Putting data on a map

When threat hunting, putting information on a map can be useful at times. In most cases, maps are used as eye candy, but provide little valuable information. However, there are times when a map provides context in support of other information.

You may have a list of related IP addresses or domains and want to see if they’re in the same physical area to determine if only a certain region is being targeted, or maybe you just want to know where the majority of attacks are coming from when analyzing a log file.

Let’s work with the following scenario: You’ve downloaded a list of domains that have been distributing Emotet malspam from somewhere like URLHaus and want to see where they are geographically located.

Your data is 38,267 unique domain names and IP addresses, saved in ’emotet_unique.txt’ and it looks like this:

000359[.]xyz
01asdfceas1234[.]com
021shanghaitan[.]com
024dna[.]cn

So it’s one domain per line and each domain is defanged (the ‘.’ is surrounded by brackets – this is in case your domain list is shared in some program that automatically sees it as a domain and makes it clickable. It’s generally considered bad form to share clickable IOCs).

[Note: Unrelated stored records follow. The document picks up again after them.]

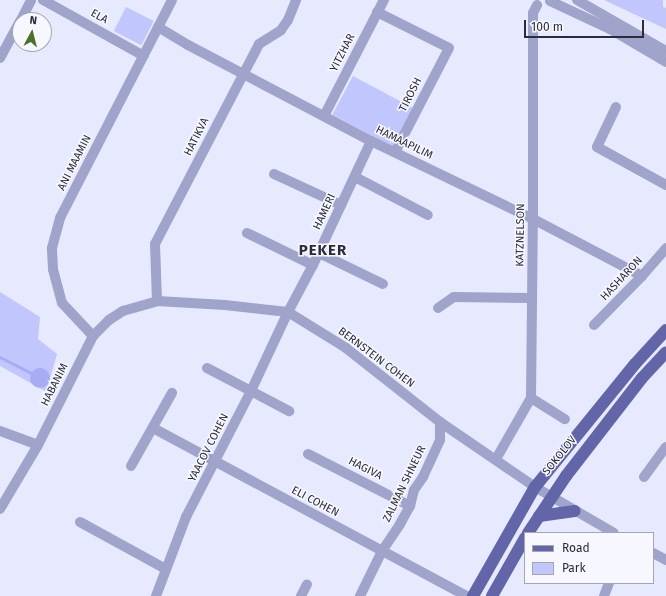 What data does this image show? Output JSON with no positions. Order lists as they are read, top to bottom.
{
  "streets": {
    "main road": ["SOKOLOV"],
    "street": [
      "ELA",
      "YITZHAR",
      "TIROSH",
      "HATIKVA",
      "HAMAAPILIM",
      "ANI MAAMIN",
      "HAMERI",
      "KATZNELSON",
      "HASHARON",
      "BERNSTEIN COHEN",
      "HABANIM",
      "YAACOV COHEN",
      "HAGIVA",
      "ZALMAN SHNEUR",
      "ELI COHEN"
    ]
  },
  "crossings": [
    ["ELA", "ANI MAAMIN"],
    ["YITZHAR", "TIROSH"],
    ["YITZHAR", "HAMAAPILIM"],
    ["TIROSH", "HAMAAPILIM"],
    ["HATIKVA", "HAMAAPILIM"],
    ["HATIKVA", "BERNSTEIN COHEN"],
    ["HATIKVA", "HABANIM"],
    ["HAMAAPILIM", "ANI MAAMIN"],
    ["HAMAAPILIM", "HAMERI"],
    ["HAMAAPILIM", "KATZNELSON"],
    ["HAMAAPILIM", "HASHARON"],
    ["ANI MAAMIN", "HABANIM"],
    ["HAMERI", "BERNSTEIN COHEN"],
    ["HAMERI", "YAACOV COHEN"],
    ["KATZNELSON", "BERNSTEIN COHEN"],
    ["BERNSTEIN COHEN", "HABANIM"],
    ["BERNSTEIN COHEN", "YAACOV COHEN"],
    ["BERNSTEIN COHEN", "SOKOLOV"],
    ["BERNSTEIN COHEN", "ZALMAN SHNEUR"],
    ["YAACOV COHEN", "ELI COHEN"],
    ["HAGIVA", "ZALMAN SHNEUR"],
    ["ZALMAN SHNEUR", "ELI COHEN"]
  ],
  "districts": ["PEKER"],
  "legend": ["Road", "Park"],
  "scale_bar": "100 m",
  "north": "top"
}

For this script, you’ll need a couple of built-in modules and the following external modules:

1: folium: This is a mapping tool. It will allow you to create a local html file to display the map.

pip install folium

2: pandas: A data analysis library. It’ll be used for organizing and formatting the data.

pip install pandas

3: dnspython: Perform resolutions of the domain to find the A record.

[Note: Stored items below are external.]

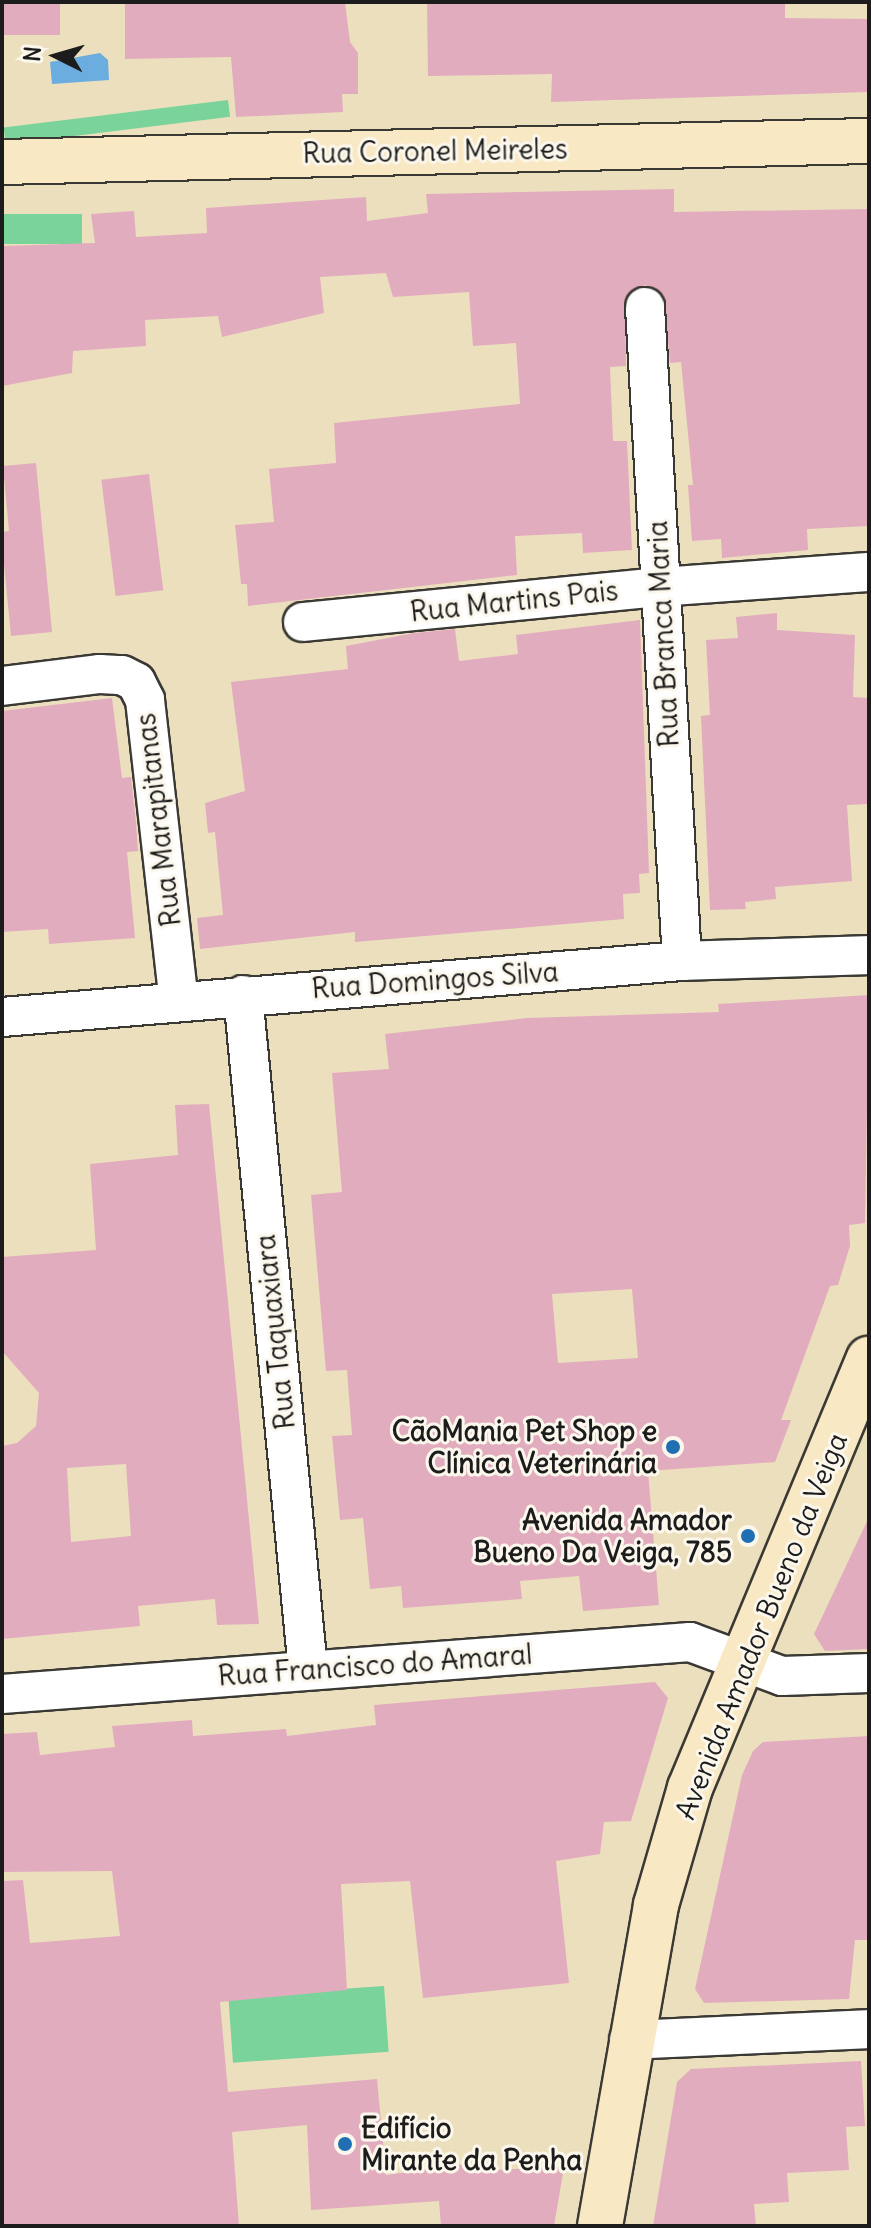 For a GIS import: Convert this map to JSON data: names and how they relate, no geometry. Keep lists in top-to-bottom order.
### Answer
{
  "streets": {
    "main road": ["Rua Coronel Meireles", "Avenida Amador Bueno da Veiga"],
    "street": [
      "Rua Martins Pais",
      "Rua Branca Maria",
      "Rua Marapitanas",
      "Rua Domingos Silva",
      "Rua Taquaxiara",
      "Rua Francisco do Amaral"
    ]
  },
  "crossings": [
    ["Rua Martins Pais", "Rua Branca Maria"],
    ["Rua Branca Maria", "Rua Domingos Silva"],
    ["Rua Marapitanas", "Rua Domingos Silva"],
    ["Rua Domingos Silva", "Rua Taquaxiara"],
    ["Rua Taquaxiara", "Rua Francisco do Amaral"],
    ["Avenida Amador Bueno da Veiga", "Rua Francisco do Amaral"]
  ],
  "places": ["CãoMania Pet Shop e Clínica Veterinária", "Avenida Amador Bueno Da Veiga, 785", "Edifício Mirante da Penha"],
  "north": "left"
}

You may need to download the tar.gz file, unzip it and install with python (or python3) setup.py install

Note: I had previously suggested that we use pygeoip, but a colleague of mine, @k3v_b0t, modified the script to use the newer form of the maxmind database. I’ve tested and modified the instructions with his update:

4: geoip2: Look up the IP location.

pip install geoip2

You will also need a copy of the GeoLite2-City.mmdb database to get the latitude and longitude. Download that here. Unzip the database and store the ‘GeoLite2-City.mmdb’ file in the same directory as the python script.

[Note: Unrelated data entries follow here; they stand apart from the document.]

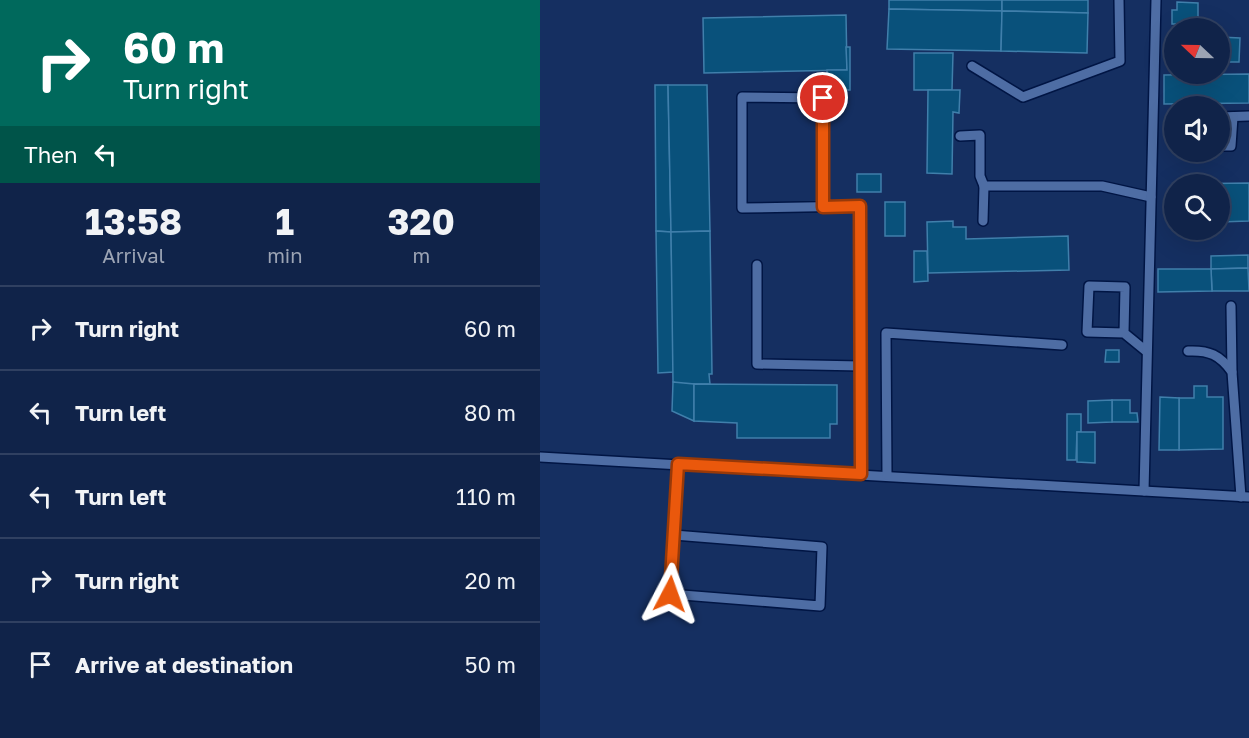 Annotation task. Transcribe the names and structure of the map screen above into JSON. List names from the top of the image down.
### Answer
{
  "north": "left",
  "page": {
    "turn": ["60 m", "Turn right"],
    "then": "Then",
    "eta": [
      "13:58",
      "Arrival",
      "1",
      "min",
      "320",
      "m"
    ],
    "list": [
      {
        "name": "Turn right",
        "value": "60 m"
      },
      {
        "name": "Turn left",
        "value": "80 m"
      },
      {
        "name": "Turn left",
        "value": "110 m"
      },
      {
        "name": "Turn right",
        "value": "20 m"
      },
      {
        "name": "Arrive at destination",
        "value": "50 m"
      }
    ]
  }
} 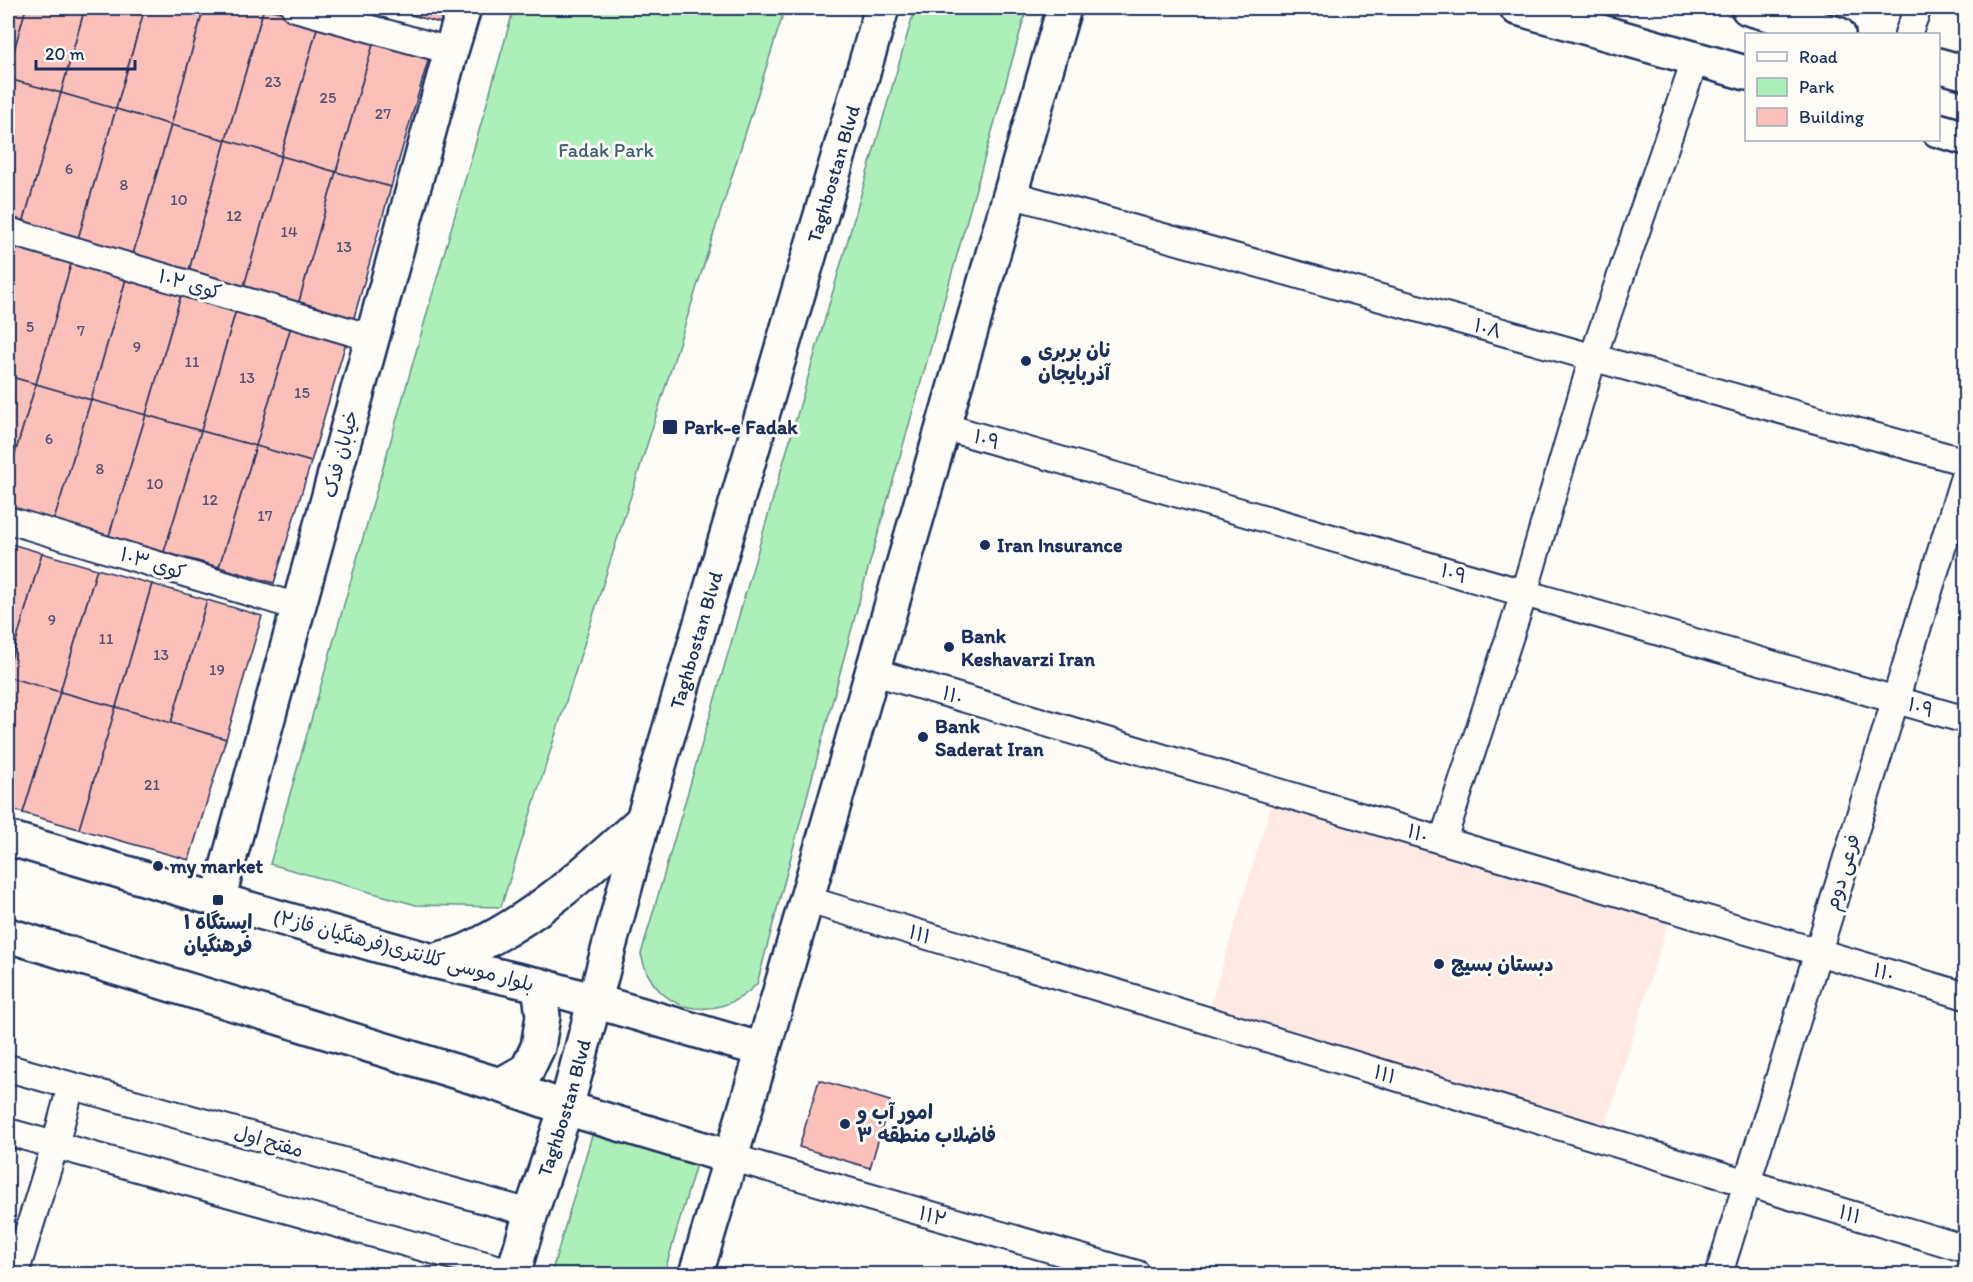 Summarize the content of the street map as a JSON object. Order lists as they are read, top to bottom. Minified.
{"streets":{"main road":["Taghbostan Blvd","خیابان فدک","بلوار موسی کلانتری(فرهنگیان فاز۲)"],"street":["کوی ۱۰۲","۱۰۸","۱۰۹","کوی ۱۰۳","۱۱۰","فرعی دوم","۱۱۱","مفتح اول","۱۱۲"]},"crossings":[["Taghbostan Blvd","بلوار موسی کلانتری(فرهنگیان فاز۲)"],["Taghbostan Blvd","مفتح اول"],["کوی ۱۰۲","خیابان فدک"],["۱۰۹","فرعی دوم"],["خیابان فدک","کوی ۱۰۳"],["خیابان فدک","بلوار موسی کلانتری(فرهنگیان فاز۲)"],["۱۱۰","فرعی دوم"],["فرعی دوم","۱۱۱"]],"parks":["Fadak Park"],"places":{"other":["نان بربری آذربایجان","Iran Insurance","Bank Keshavarzi Iran","Bank Saderat Iran","my market","دبستان بسیج","امور آب و فاضلاب منطقه ۳"],"transit":["Park-e Fadak","ایستگاه ۱ فرهنگیان"]},"house_numbers":["23","25","27","6","8","10","12","14","13","5","7","9","11","13","15","6","8","10","12","17","9","11","13","19","21"],"legend":["Road","Park","Building"],"scale_bar":"20 m"}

First, we’ll import modules:

import sys, os
import geoip2.database  # Change suggested by https://twitter.com/k3v_b0t
import dns.resolver
import folium
from folium import plugins
import pandas as pd

We’ll define our input file, ’emotet_unique.txt’, then create a map object called ‘mapdata’. This will use the ‘GeoLiteCity.dat’ file to draw a map in ‘map.html’, where the data will be added at the end of this script:

data = 'emotet_unique.txt'
map = open('map.html','a')
mapdata = geoip2.database.Reader('/path/to/GeoLite2-City.mmdb') # Change suggested by https://twitter.com/k3v_b0t.

Next, we have some functions.

The first function uses the dns.resolver module to find an A record of a domain:

def get_a_records(domain):
    _ip = dns.resolver.query(domain,'a')
    for a in _ip:
        ip = str(a)
    return(ip)

This next function will use the mapdata object to find the latitude and longitude. There are other fields returned from mapdata, but we’re just using longitude and latitude for now:

def get_lon_lat(ip):
    data = mapdata.city(ip) # Change suggested by https://twitter.com/k3v_b0t
    lon = data.location.longitude # Change suggested by https://twitter.com/k3v_b0t
    lat = data.location.latitude # Change suggested by https://twitter.com/k3v_b0t
    return(lat,lon)

This function is to check if the ‘domain’ is an IP address:

def valid_ip(address):
    try:
        host_bytes = address.split('.')
        valid = [int(b) for b in host_bytes]
        valid = [b for b in valid if b >= 0 and b<=255]
        return len(host_bytes) == 4 and len(valid) == 4
    except:
        return False

This is the main part of the program, where we will open the ’emotet_unique.txt’ file to process through one domain at a time. It first checks if the domain is a domain or an IP address. If it’s an IP, it runs it through the get_lat_lon() function to get the lat and lon.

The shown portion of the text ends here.